How to Manage Pests
UC Pest Management Guidelines
Several kinds of stink bugs feed on cucurbits, but all are similar in life history and damage. Adult stink bugs are distinctly shield shaped, about 1/2 inch (1.3 cm) long and either brown or green. Some species have red, pink, or yellow markings. Eggs are laid in about fourteen to a cluster and are barrel-shaped with circular lids. Initially they are pearly white and later turn cream colored or pinkish just before hatching. For consperse stink bugs, a row of spines encircle the top of the eggs; the other species have concentric black rings on top of the eggs. Early nymphal stages resemble the adults in shape, but have various markings and patterns and no wings. Nymphs develop prominent wing pads as fourth and fifth instars.
The green stink bug is bright green with the entire lateral margin lined yellow, orange, or reddish. It is slightly larger (0.6–0.9 inch or 1.5–2.2 cm in length) and less common than the redshouldered stink bug, which is predominantly green with a narrow red band across the shoulder, although sometimes the band is absent. Consperse stink bugs have gray brown to green bodies with yellow to orange legs and antennae with darkened tips. The body and legs are covered with small, black specks and the undersurface of the body varies from gray to green. Say's stink bugs have green and yellow colors on the head and back, are covered with tiny white flecks, have three pale spots at the base of the scutellum, and appear distinctly rounded when seen from above. These bugs develop in trees and weeds and move into green plants. Do not confuse these stink bugs with the rough stink bug, a predator that is speckled white and gray and is quite common in many crop areas throughout the year.

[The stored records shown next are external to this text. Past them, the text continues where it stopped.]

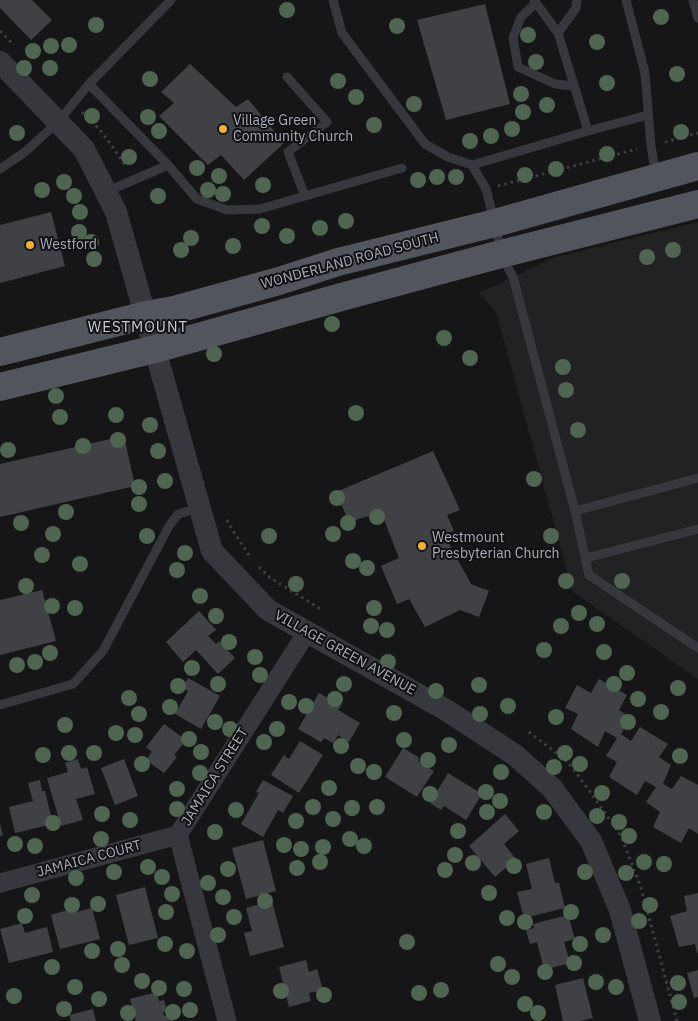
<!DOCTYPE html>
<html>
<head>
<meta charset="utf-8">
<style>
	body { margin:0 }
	canvas { display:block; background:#161618 }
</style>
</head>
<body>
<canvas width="698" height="1021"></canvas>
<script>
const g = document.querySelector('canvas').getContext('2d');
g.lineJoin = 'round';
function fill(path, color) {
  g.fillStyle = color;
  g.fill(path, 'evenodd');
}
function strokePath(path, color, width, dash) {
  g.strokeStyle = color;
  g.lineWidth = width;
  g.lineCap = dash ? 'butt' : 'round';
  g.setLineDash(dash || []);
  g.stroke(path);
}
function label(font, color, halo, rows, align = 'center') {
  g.font = font + ' "IBM Plex Sans",sans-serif';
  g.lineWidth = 4;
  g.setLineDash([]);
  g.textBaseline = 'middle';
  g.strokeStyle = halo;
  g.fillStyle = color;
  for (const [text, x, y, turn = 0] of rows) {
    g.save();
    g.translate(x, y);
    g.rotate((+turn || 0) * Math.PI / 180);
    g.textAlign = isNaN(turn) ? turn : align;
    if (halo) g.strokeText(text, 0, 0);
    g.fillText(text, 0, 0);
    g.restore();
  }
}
const built = new Path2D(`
	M698 222V679L573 592 496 312 479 293 553 258Z`);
const building = new Path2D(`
	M0 0H32L52 20 31 40 0 8Z
	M485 4 510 104 446 120 417 20Z
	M190 64 236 107 248 99 284 143 244 180 221 155 208 165 159 116 174 103 161 92Z
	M51 212 65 266 0 283V225Z
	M124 436 135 486 0 517V464Z
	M433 451 460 510 447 515 454 531 444 534 471 584 489 591 479 617 460 610 425 627 409 599 397 604 381 566 399 558 381 512 349 522 336 492Z
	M42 590 56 641 0 655V600Z
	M199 611 216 630 208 636 216 644 219 641 235 658 218 674 196 650 183 662 166 642Z
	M188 678 220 696 201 729 175 714 188 691 182 688Z
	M599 679 627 695 619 710 631 718 621 734 631 741 640 727 668 744 659 757 671 765 663 784 672 789 681 776 698 785V834L689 828 681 843 653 827 660 812 646 802 656 787 645 781 637 795 609 777 617 762 606 756 617 738 605 731 598 747 571 729 578 714 565 708 577 685 591 693Z
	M319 693 341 706 338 710 360 723 349 742 338 735 333 743 324 738 321 742 298 729Z
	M164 724 186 740 174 755 177 757 164 773 146 760 152 752 146 747Z
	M300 741 323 755 299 793 271 775 284 755 289 759Z
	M403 748 418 757 419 759 418 761 434 771 417 797 385 777Z
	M78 759 81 769 87 767 95 794 76 799 83 820 61 826 47 778 68 772 65 763Z
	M124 759 138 796 115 805 101 768Z
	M448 773 482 794 466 820 444 806 441 810 430 803Z
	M40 780 42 791H45L53 824 15 833 9 807 33 801 28 783Z
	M263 780 293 796 283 813 278 810 263 837 241 824 259 793 256 792Z
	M505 814 519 831 504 844 516 859 495 877 469 846Z
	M0 824 3 835 0 836Z
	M263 840 276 891 246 899 232 848Z
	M549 858 555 883H559L565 908 524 918 517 892 532 889 526 864Z
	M145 887 158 938 129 945 116 895Z
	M698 893V953H697L695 944 679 947 670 916 687 911 684 896Z
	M272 901 284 947 250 956 244 933 252 931 246 908Z
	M92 908 100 939 60 949 51 915 71 909 72 913Z
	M568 915 575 939 564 942 570 963 544 970 537 942 530 944 526 930 534 928 533 924Z
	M22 923 25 933 47 927 53 952 9 963 0 929Z
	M306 960 309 972 317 969 323 990 309 993 311 1001 289 1007 279 967Z
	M698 970V997L694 998 687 973Z
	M583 978 593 1018 580 1021H563L555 985Z
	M157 992 159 1001 164 1000 167 1011 163 1012 164 1016 172 1015 173 1021H136L130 999Z
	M93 1009 96 1021H71L69 1015Z`);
const path = new Path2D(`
	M0 31 14 45
	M82 112 100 130 112 146 126 167
	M665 142 698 133
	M498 186 637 149
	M227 520 230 526 250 557
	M259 567 269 577 322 610
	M529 732 568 762 591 793 621 836 641 888 677 1021`);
const service = new Path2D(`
	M333 0 342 33 425 144 448 157 472 165 486 189 495 223 501 254 513 277 575 511 698 478
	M534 0 558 33 588 131
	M626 0 645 73 651 146 656 175
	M693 0 698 18
	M536 3 521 17 513 38 518 67 555 84 574 86
	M558 33 576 8 577 0
	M287 77 327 122 288 152 305 196
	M89 84 168 165 197 199 227 210 260 209 402 168
	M472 165 588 131 648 115
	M0 169 25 152 58 122 89 84 171 0
	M106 192 168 165
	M575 511 589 575 698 648
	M586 558 698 529
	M0 705 73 684 103 651 169 526 178 514 199 508`);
const minor = new Path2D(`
	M0 883 178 835
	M227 1021 178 835 307 632`);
const tertiary = new Path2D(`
	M0 62 84 149 116 212 212 551 268 610 446 710 515 755 552 788 591 841 620 910 650 1021`);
const primary = new Path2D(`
	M0 352 146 315 174 310 279 281 338 262 495 223 698 166
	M0 387 155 349 345 296 501 254 698 204`);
const trees = [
	[287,10],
	[661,17],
	[96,25],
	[397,26],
	[528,35],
	[597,42],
	[69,45],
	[51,46],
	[33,51],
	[536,62],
	[24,68],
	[50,68],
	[677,74],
	[150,79],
	[338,81],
	[607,83],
	[521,94],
	[356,97],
	[414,104],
	[547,105],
	[523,112],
	[92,116],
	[148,117],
	[374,125],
	[512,129],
	[159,131],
	[681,132],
	[17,133],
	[491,136],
	[470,141],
	[607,154],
	[129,157],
	[197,168],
	[556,169],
	[525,175],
	[219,176],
	[437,177],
	[456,177],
	[418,180],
	[64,182],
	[263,185],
	[42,190],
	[208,190],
	[223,194],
	[74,196],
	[158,196],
	[80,212],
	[346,221],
	[262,226],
	[320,228],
	[79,232],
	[287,236],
	[191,238],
	[91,242],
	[233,246],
	[181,250],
	[673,250],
	[647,257],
	[94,259],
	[332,324],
	[444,338],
	[214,354],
	[470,358],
	[563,367],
	[566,390],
	[56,396],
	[356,413],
	[116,415],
	[60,417],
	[150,425],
	[578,430],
	[118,440],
	[83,446],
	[8,450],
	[158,451],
	[534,479],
	[165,481],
	[139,487],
	[337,498],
	[139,504],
	[66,512],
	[377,517],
	[21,523],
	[348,523],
	[53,534],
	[333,534],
	[147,536],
	[269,536],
	[551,536],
	[185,553],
	[42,555],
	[353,561],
	[80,564],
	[367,568],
	[177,570],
	[566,581],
	[622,581],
	[296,584],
	[26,586],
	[200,596],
	[52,606],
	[75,608],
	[374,608],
	[579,613],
	[216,616],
	[597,624],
	[371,626],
	[561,626],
	[387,630],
	[229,642],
	[544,650],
	[604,652],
	[50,653],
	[255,657],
	[35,662],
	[388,662],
	[17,665],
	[192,668],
	[627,673],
	[260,675],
	[218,684],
	[344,684],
	[614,684],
	[479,685],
	[178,686],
	[678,688],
	[436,691],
	[129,698],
	[335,699],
	[638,699],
	[289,702],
	[306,706],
	[508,706],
	[170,707],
	[661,712],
	[394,713],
	[139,714],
	[480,714],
	[556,717],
	[215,722],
	[628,722],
	[65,725],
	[230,729],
	[277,729],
	[116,733],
	[135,735],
	[189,739],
	[404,740],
	[264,742],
	[449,745],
	[341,746],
	[201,752],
	[69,753],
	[94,753],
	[565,753],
	[43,755],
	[680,756],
	[428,760],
	[142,764],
	[580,764],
	[358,766],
	[554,767],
	[374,772],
	[501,772],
	[200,773],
	[329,788],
	[177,789],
	[486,792],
	[602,793],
	[430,794],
	[500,801],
	[313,807],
	[377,807],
	[352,808],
	[177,809],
	[236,810],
	[487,812],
	[544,812],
	[102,814],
	[597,816],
	[333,819],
	[130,820],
	[296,821],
	[619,822],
	[53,823],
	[458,831],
	[215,832],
	[629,836],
	[101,839],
	[350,839],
	[15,844],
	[284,845],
	[35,846],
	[364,846],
	[323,847],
	[301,849],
	[455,855],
	[320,862],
	[644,862],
	[473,863],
	[664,864],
	[514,866],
	[148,867],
	[297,868],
	[228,869],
	[445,870],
	[114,872],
	[585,872],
	[626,873],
	[162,877],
	[76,878],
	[208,883],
	[489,893],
	[172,894],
	[32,895],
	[223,897],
	[265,901],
	[98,904],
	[72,905],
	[650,905],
	[166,912],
	[571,912],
	[25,916],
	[234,917],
	[507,918],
	[639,921],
	[525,922],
	[218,935],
	[603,935],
	[407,942],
	[165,944],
	[580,944],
	[118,949],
	[92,951],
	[187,951],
	[574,963],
	[498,964],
	[122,965],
	[52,967],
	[545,972],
	[512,977],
	[142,981],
	[596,982],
	[678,983],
	[75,987],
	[616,987],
	[159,988],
	[184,989],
	[441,990],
	[281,991],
	[419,993],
	[324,995],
	[14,996],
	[99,999],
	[679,1002],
	[525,1004],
	[64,1009],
	[190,1010],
	[173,1012],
	[128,1013],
	[538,1013]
];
const markers = [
	[223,129,5,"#f2b134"],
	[30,245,5,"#f2b134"],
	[422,546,5,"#f2b134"]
];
const poiNames = [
	["Village Green",233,121],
	["Community Church",233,137],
	["Westford",40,245],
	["Westmount",432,538],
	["Presbyterian Church",432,554]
];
const streetNames = [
	["WONDERLAND ROAD SOUTH",350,261,-15],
	["VILLAGE GREEN AVENUE",345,653,29],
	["JAMAICA STREET",215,777,-58],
	["JAMAICA COURT",89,859,-15]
];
const neighbourhoodNames = [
	["WESTMOUNT",138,328]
];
fill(built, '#222225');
fill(building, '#404145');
strokePath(path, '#3d3f44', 3, [2.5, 4]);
strokePath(service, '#37383d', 9);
strokePath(minor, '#37383d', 19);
strokePath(tertiary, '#37383d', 22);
strokePath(primary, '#53555c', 28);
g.fillStyle = '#506452';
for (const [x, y] of trees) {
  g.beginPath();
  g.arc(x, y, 8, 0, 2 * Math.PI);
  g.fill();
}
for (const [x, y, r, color] of markers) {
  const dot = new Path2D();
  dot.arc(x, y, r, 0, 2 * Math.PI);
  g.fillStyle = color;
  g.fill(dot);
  strokePath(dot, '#111113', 2);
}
label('14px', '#a8adb8', '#111113', poiNames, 'left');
label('14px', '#a8adb8', '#111113', streetNames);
g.letterSpacing = '1px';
label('15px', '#c9ccd4', '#111113', neighbourhoodNames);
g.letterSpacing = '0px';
</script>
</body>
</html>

Feeding on immature fruit can cause growth distortion as well as irregular surface and internal spots on fruit at any time.

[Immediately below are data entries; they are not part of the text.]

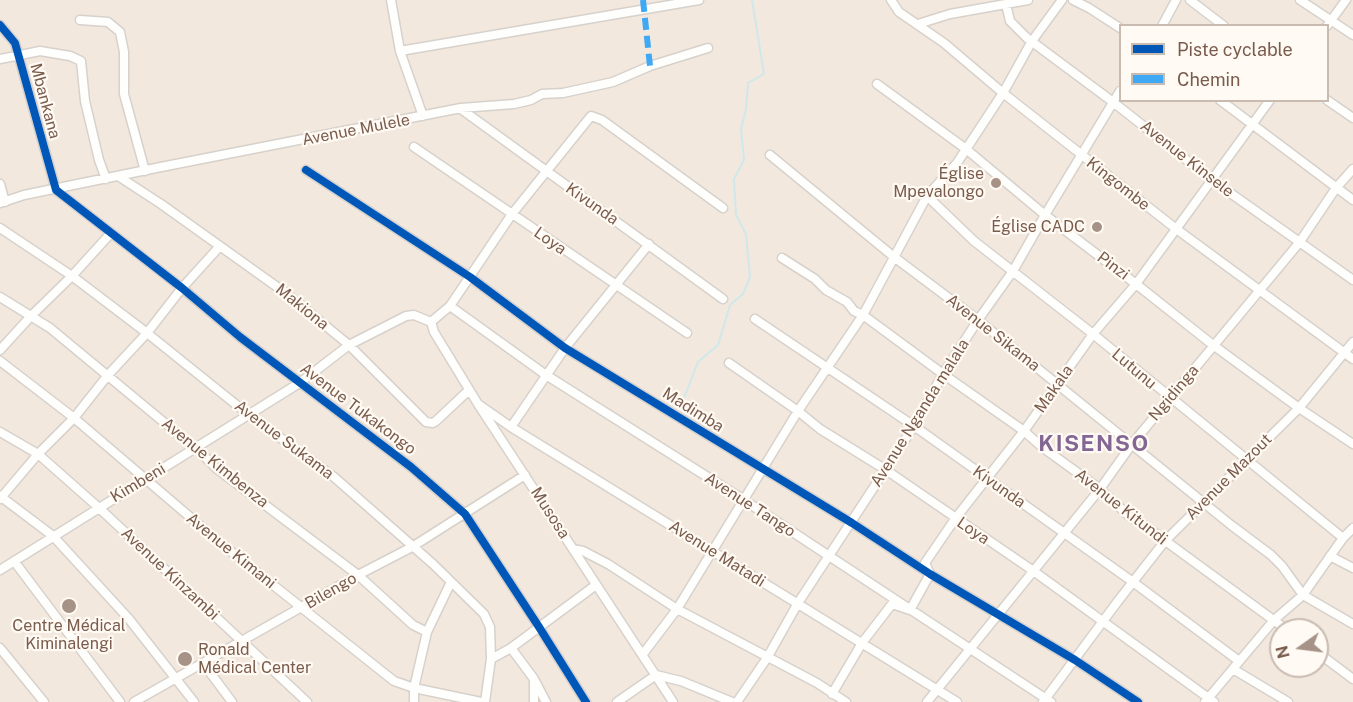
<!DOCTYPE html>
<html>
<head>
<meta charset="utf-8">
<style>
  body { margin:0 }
  #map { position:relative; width:1353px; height:702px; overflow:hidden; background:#f9f5f0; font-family:"Public Sans",sans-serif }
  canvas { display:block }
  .legend { position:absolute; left:1119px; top:24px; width:210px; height:78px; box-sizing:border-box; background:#fffaf3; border:2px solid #cabbb1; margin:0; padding:8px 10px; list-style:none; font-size:18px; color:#7a5c4d }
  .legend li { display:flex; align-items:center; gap:12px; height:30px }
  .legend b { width:30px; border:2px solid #cabbb1 }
  .north { position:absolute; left:1269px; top:618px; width:60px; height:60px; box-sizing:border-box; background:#fffaf3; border:2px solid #cabbb1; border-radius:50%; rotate:256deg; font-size:16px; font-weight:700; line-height:24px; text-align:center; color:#7a5c4d }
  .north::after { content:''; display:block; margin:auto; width:21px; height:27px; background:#a69286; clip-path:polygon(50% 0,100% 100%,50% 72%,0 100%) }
</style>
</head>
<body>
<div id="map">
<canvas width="1353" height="702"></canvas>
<ul class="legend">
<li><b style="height:8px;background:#0057b8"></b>Piste cyclable</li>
<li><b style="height:8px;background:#3fa9f5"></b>Chemin</li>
</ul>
<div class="north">N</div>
</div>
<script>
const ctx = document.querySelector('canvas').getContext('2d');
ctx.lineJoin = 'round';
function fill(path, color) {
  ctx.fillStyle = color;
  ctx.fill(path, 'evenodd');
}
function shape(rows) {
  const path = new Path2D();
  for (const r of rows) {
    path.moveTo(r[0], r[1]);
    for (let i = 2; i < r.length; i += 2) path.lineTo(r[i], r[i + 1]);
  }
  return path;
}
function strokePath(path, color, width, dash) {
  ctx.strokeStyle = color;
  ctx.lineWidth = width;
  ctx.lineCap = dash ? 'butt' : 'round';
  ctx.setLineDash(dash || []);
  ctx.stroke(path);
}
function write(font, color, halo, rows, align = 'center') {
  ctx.font = font + ' "Public Sans",sans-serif';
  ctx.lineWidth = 4.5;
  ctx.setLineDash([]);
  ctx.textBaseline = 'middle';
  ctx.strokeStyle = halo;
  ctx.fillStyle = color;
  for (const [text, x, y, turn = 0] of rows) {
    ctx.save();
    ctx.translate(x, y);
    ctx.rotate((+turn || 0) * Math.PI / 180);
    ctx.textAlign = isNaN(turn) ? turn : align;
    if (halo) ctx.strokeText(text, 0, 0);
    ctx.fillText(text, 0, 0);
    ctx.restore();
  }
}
const residential = shape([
  [0,0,1353,0,1353,702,0,702],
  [1120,26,1328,26,1328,100,1120,100],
  [1281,630,1317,630,1317,666,1281,666]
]);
const stream = shape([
  [680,408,698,362,718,345,730,305,743,294,750,277,746,234,736,215,734,179,744,160,741,129,746,109,748,83,764,74,752,0]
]);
const street = shape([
  [391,0,400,51,423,116],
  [891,0,899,12,944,43,1003,93,1175,228,1353,359],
  [1073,0,1089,8,1120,28],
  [1190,0,1224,26],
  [1300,0,1353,35],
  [1006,4,1010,21,1027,38,1113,102,1212,180,1353,280],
  [80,20,108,22,120,32,124,52,124,94,145,171],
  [918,24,950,14,1028,0],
  [0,25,15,43,56,190,182,288,240,337,411,467,465,514,539,627,586,702],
  [1162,26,1176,0],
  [1327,26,1346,0],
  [400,51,699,0],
  [0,59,40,51,70,56,81,61,85,101,99,160,106,179],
  [877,84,966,149,1045,215,1136,284,1213,345,1299,408,1353,444],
  [1220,100,1353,200],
  [1327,100,1353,118],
  [461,109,723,299],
  [414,147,687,333],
  [770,155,894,257,978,320,1231,525,1271,555,1282,566,1303,595,1353,624],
  [306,170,470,277,565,348,852,523,930,574,1075,660,1138,702],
  [118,176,161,204,287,294,349,345,426,422,433,423,436,421,469,390],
  [0,184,5,202],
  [927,196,974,241,1093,334,1343,538],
  [0,203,24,195,161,167,461,108,514,104,531,100,542,94,563,93,613,82,650,66,708,48],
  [0,228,72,276,147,333,249,415,334,477,433,564,484,614,490,627,491,659,485,702],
  [782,258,815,279,826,290,847,302,854,311,863,315,943,374,1024,431,1042,447,1100,489,1129,516,1141,523,1287,630],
  [0,297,50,328,201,453,216,468,358,575,413,625,427,632],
  [450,306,546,375,744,500,1051,702],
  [755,319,914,426,1133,582,1239,661],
  [431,322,434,332,478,404,673,702],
  [431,322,450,306,512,214,591,116,602,120,723,208],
  [0,350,31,316,72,276,111,233],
  [0,361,74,418,224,546,394,681,414,688,481,702],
  [729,363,798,411,820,429,886,470,1032,570,1214,702],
  [478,404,511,427,957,702],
  [511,427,565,348,649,244],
  [0,432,38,454,98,507,307,702],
  [0,496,53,536,129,619,194,702],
  [0,499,38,454,74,418,108,375,147,333,182,288,220,246],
  [573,549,583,551,608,564,677,609,817,683,846,702],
  [1330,556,1353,568],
  [14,561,120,702],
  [0,570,301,382,349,345,406,316,414,315,431,322],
  [0,648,44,702],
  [511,648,534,679,546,702],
  [1317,652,1353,679],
  [643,654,677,609,798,411,863,315,927,196,957,163,1003,93,1032,41,1062,0],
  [491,659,511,648,596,585],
  [203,663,232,702],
  [1233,669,1288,702],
  [832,694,862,643,892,604,910,610,930,574,925,563,955,519,1024,431,1093,334,1136,284,1270,100],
  [134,702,358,575,412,547,525,475],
  [414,702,414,688,427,632,451,582],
  [534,702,534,681],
  [617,702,656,675,681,681,732,702],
  [737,702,767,658,798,603,914,426,943,374,978,320,1013,271,1045,215,1120,91],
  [927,702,1100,489,1132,444,1299,243,1336,188,1353,169],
  [1043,702,1118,601,1165,541,1299,408,1353,342],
  [1205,702,1274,620,1303,595,1343,538,1353,528]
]);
const quiet = shape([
  [643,0,650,66]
]);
const cycleway = shape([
  [0,25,15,43,56,190,182,288,240,337,411,467,465,514,539,627,586,702],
  [306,170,470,277,565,348,852,523,930,574,1075,660,1138,702]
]);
const markers = [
  [996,183,6,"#a69286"],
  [1097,227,6,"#a69286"],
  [69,606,8,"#a69286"],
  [185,659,8,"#a69286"]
];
const streetNames = [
  ["Mbankana",45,101,75],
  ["Avenue Mulele",356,130,-11],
  ["Avenue Kinsele",1187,159,38],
  ["Kingombe",1118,184,38],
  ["Kivunda",592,204,35],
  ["Loya",550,241,35],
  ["Pinzi",1113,266,37],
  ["Makiona",302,307,39],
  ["Avenue Sikama",993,333,38],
  ["Lutunu",1134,369,40],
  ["Makala",1054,389,-55],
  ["Ngidinga",1174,393,-50],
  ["Avenue Tukakongo",358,409,37],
  ["Madimba",693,410,32],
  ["Avenue Nganda malala",920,413,-58],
  ["Avenue Sukama",284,440,37],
  ["Avenue Kimbenza",215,463,39],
  ["Avenue Mazout",1229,477,-45],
  ["Kimbeni",138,483,-31],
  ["Kivunda",999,487,35],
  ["Avenue Tango",750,505,33],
  ["Avenue Kitundi",1121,507,38],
  ["Musosa",550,513,57],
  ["Loya",973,531,34],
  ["Avenue Kimani",231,551,39],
  ["Avenue Matadi",717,554,32],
  ["Avenue Kinzambi",170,574,43],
  ["Bilengo",331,591,-30]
];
const poiNames = [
  ["Église",984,174],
  ["Mpevalongo",984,192],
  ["Église CADC",1085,227],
  ["Centre Médical",69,626,"center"],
  ["Kiminalengi",69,644,"center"],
  ["Ronald",198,650,"left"],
  ["Médical Center",198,668,"left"]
];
const districtNames = [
  ["KISENSO",1094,444]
];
fill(residential, '#f2e8de');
strokePath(stream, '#d0e8ea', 2);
strokePath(street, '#d7d1cb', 11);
strokePath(street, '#fefefd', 8);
strokePath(quiet, '#3fa9f5', 6, [12, 6]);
strokePath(cycleway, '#0057b8', 8);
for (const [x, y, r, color] of markers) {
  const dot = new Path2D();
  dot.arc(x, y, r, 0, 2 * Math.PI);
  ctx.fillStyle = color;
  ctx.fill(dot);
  strokePath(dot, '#fffaf3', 2);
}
write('16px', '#7a5c4d', '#fffaf3', streetNames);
write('16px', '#7a5c4d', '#fffaf3', poiNames, 'right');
ctx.letterSpacing = '1.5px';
write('bold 22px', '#846695', '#fffaf3', districtNames);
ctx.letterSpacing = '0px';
</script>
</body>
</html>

Stink bugs are sporadic and spotty seasonal pests. Adults overwinter on the ground under leaves, in orchards, legume crops, blackberries, or on certain weeds such as Russian thistle, mustards, and little mallow (cheeseweed). During mid- to late summer, populations can become quite high. These pests often move from undisturbed areas such as weedy fields and ditchbanks as well as from riparian areas into crops. Monitor such adjacent areas to eliminate any surprise infestations. Check developing fruit for stink bugs. Time applications after the majority of eggs have hatched and nymphs are easily found. Individuals tend to hide by moving to the opposite side of the plant or fruit surface being observed.